- **Extracted material**
╔══

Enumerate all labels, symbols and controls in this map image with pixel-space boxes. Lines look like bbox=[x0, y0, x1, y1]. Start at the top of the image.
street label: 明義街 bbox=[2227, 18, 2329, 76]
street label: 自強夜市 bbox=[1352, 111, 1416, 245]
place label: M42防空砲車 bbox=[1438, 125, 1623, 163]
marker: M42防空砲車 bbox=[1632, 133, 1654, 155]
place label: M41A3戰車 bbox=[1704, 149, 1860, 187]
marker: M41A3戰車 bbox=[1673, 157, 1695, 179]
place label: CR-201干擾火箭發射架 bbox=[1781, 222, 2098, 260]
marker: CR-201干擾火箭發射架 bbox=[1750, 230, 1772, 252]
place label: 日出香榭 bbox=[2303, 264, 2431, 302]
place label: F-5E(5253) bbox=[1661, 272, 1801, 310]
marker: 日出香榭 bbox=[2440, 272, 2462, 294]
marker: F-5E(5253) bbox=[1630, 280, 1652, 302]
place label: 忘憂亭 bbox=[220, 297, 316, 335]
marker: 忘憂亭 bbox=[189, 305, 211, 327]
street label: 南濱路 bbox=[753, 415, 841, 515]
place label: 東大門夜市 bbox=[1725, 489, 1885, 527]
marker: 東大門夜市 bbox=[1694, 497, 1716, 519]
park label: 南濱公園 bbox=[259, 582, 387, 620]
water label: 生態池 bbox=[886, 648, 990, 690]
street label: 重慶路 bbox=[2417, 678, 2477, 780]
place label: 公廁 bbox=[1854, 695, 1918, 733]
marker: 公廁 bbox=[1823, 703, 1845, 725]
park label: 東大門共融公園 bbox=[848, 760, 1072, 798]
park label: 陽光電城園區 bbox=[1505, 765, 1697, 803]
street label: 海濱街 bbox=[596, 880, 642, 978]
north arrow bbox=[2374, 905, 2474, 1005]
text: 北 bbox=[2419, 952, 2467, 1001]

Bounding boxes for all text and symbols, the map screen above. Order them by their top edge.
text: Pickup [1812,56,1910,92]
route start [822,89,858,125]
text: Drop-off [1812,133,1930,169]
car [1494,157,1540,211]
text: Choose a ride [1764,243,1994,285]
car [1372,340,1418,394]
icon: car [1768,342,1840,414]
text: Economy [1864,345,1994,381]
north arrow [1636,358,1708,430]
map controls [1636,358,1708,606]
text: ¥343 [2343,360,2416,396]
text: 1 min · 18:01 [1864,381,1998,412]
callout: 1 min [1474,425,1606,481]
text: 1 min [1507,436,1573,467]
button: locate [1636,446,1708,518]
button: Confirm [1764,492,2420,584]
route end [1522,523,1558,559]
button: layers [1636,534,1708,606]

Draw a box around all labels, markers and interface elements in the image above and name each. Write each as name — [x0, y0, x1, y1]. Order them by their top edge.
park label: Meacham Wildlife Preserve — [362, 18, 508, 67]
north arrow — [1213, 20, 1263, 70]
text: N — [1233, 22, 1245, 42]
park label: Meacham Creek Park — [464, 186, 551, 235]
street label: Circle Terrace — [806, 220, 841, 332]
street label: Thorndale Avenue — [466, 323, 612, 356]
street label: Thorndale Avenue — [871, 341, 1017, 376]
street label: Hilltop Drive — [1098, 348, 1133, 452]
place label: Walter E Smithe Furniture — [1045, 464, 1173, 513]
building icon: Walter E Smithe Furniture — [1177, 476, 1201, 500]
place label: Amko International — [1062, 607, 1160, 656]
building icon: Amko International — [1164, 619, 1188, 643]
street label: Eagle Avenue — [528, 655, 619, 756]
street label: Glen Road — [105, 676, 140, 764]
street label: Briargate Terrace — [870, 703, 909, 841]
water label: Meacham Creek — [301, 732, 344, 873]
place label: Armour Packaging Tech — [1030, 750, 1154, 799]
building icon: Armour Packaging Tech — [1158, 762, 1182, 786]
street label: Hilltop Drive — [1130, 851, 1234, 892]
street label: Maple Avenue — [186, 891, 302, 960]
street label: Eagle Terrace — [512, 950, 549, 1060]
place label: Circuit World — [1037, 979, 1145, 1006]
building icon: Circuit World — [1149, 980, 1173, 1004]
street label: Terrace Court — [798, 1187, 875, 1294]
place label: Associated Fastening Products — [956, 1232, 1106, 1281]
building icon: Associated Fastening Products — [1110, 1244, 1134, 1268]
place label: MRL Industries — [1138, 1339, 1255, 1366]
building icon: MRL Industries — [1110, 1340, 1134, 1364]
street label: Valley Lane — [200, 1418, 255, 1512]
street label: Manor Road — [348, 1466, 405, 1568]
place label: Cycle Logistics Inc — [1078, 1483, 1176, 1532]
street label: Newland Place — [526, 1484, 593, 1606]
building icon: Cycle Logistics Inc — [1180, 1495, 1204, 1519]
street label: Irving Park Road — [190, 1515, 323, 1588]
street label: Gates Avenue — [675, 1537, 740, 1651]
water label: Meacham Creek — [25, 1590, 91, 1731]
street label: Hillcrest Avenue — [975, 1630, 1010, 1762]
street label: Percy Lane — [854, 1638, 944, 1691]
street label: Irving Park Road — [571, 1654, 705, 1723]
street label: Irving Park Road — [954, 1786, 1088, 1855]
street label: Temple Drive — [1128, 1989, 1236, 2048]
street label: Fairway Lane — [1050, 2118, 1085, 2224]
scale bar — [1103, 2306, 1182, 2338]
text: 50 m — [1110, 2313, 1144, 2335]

╚══

From the first line to the last, reproduce the data above exactly.

- **Answer box**
Enumerate all labels, symbols and controls in this map image with pixel-space boxes. Lines look like bbox=[x0, y0, x1, y1]. Start at the top of the image.
street label: 明義街 bbox=[2227, 18, 2329, 76]
street label: 自強夜市 bbox=[1352, 111, 1416, 245]
place label: M42防空砲車 bbox=[1438, 125, 1623, 163]
marker: M42防空砲車 bbox=[1632, 133, 1654, 155]
place label: M41A3戰車 bbox=[1704, 149, 1860, 187]
marker: M41A3戰車 bbox=[1673, 157, 1695, 179]
place label: CR-201干擾火箭發射架 bbox=[1781, 222, 2098, 260]
marker: CR-201干擾火箭發射架 bbox=[1750, 230, 1772, 252]
place label: 日出香榭 bbox=[2303, 264, 2431, 302]
place label: F-5E(5253) bbox=[1661, 272, 1801, 310]
marker: 日出香榭 bbox=[2440, 272, 2462, 294]
marker: F-5E(5253) bbox=[1630, 280, 1652, 302]
place label: 忘憂亭 bbox=[220, 297, 316, 335]
marker: 忘憂亭 bbox=[189, 305, 211, 327]
street label: 南濱路 bbox=[753, 415, 841, 515]
place label: 東大門夜市 bbox=[1725, 489, 1885, 527]
marker: 東大門夜市 bbox=[1694, 497, 1716, 519]
park label: 南濱公園 bbox=[259, 582, 387, 620]
water label: 生態池 bbox=[886, 648, 990, 690]
street label: 重慶路 bbox=[2417, 678, 2477, 780]
place label: 公廁 bbox=[1854, 695, 1918, 733]
marker: 公廁 bbox=[1823, 703, 1845, 725]
park label: 東大門共融公園 bbox=[848, 760, 1072, 798]
park label: 陽光電城園區 bbox=[1505, 765, 1697, 803]
street label: 海濱街 bbox=[596, 880, 642, 978]
north arrow bbox=[2374, 905, 2474, 1005]
text: 北 bbox=[2419, 952, 2467, 1001]

Bounding boxes for all text and symbols, the map screen above. Order them by their top edge.
text: Pickup [1812,56,1910,92]
route start [822,89,858,125]
text: Drop-off [1812,133,1930,169]
car [1494,157,1540,211]
text: Choose a ride [1764,243,1994,285]
car [1372,340,1418,394]
icon: car [1768,342,1840,414]
text: Economy [1864,345,1994,381]
north arrow [1636,358,1708,430]
map controls [1636,358,1708,606]
text: ¥343 [2343,360,2416,396]
text: 1 min · 18:01 [1864,381,1998,412]
callout: 1 min [1474,425,1606,481]
text: 1 min [1507,436,1573,467]
button: locate [1636,446,1708,518]
button: Confirm [1764,492,2420,584]
route end [1522,523,1558,559]
button: layers [1636,534,1708,606]

Draw a box around all labels, markers and interface elements in the image above and name each. Write each as name — [x0, y0, x1, y1]. Order them by their top edge.
park label: Meacham Wildlife Preserve — [362, 18, 508, 67]
north arrow — [1213, 20, 1263, 70]
text: N — [1233, 22, 1245, 42]
park label: Meacham Creek Park — [464, 186, 551, 235]
street label: Circle Terrace — [806, 220, 841, 332]
street label: Thorndale Avenue — [466, 323, 612, 356]
street label: Thorndale Avenue — [871, 341, 1017, 376]
street label: Hilltop Drive — [1098, 348, 1133, 452]
place label: Walter E Smithe Furniture — [1045, 464, 1173, 513]
building icon: Walter E Smithe Furniture — [1177, 476, 1201, 500]
place label: Amko International — [1062, 607, 1160, 656]
building icon: Amko International — [1164, 619, 1188, 643]
street label: Eagle Avenue — [528, 655, 619, 756]
street label: Glen Road — [105, 676, 140, 764]
street label: Briargate Terrace — [870, 703, 909, 841]
water label: Meacham Creek — [301, 732, 344, 873]
place label: Armour Packaging Tech — [1030, 750, 1154, 799]
building icon: Armour Packaging Tech — [1158, 762, 1182, 786]
street label: Hilltop Drive — [1130, 851, 1234, 892]
street label: Maple Avenue — [186, 891, 302, 960]
street label: Eagle Terrace — [512, 950, 549, 1060]
place label: Circuit World — [1037, 979, 1145, 1006]
building icon: Circuit World — [1149, 980, 1173, 1004]
street label: Terrace Court — [798, 1187, 875, 1294]
place label: Associated Fastening Products — [956, 1232, 1106, 1281]
building icon: Associated Fastening Products — [1110, 1244, 1134, 1268]
place label: MRL Industries — [1138, 1339, 1255, 1366]
building icon: MRL Industries — [1110, 1340, 1134, 1364]
street label: Valley Lane — [200, 1418, 255, 1512]
street label: Manor Road — [348, 1466, 405, 1568]
place label: Cycle Logistics Inc — [1078, 1483, 1176, 1532]
street label: Newland Place — [526, 1484, 593, 1606]
building icon: Cycle Logistics Inc — [1180, 1495, 1204, 1519]
street label: Irving Park Road — [190, 1515, 323, 1588]
street label: Gates Avenue — [675, 1537, 740, 1651]
water label: Meacham Creek — [25, 1590, 91, 1731]
street label: Hillcrest Avenue — [975, 1630, 1010, 1762]
street label: Percy Lane — [854, 1638, 944, 1691]
street label: Irving Park Road — [571, 1654, 705, 1723]
street label: Irving Park Road — [954, 1786, 1088, 1855]
street label: Temple Drive — [1128, 1989, 1236, 2048]
street label: Fairway Lane — [1050, 2118, 1085, 2224]
scale bar — [1103, 2306, 1182, 2338]
text: 50 m — [1110, 2313, 1144, 2335]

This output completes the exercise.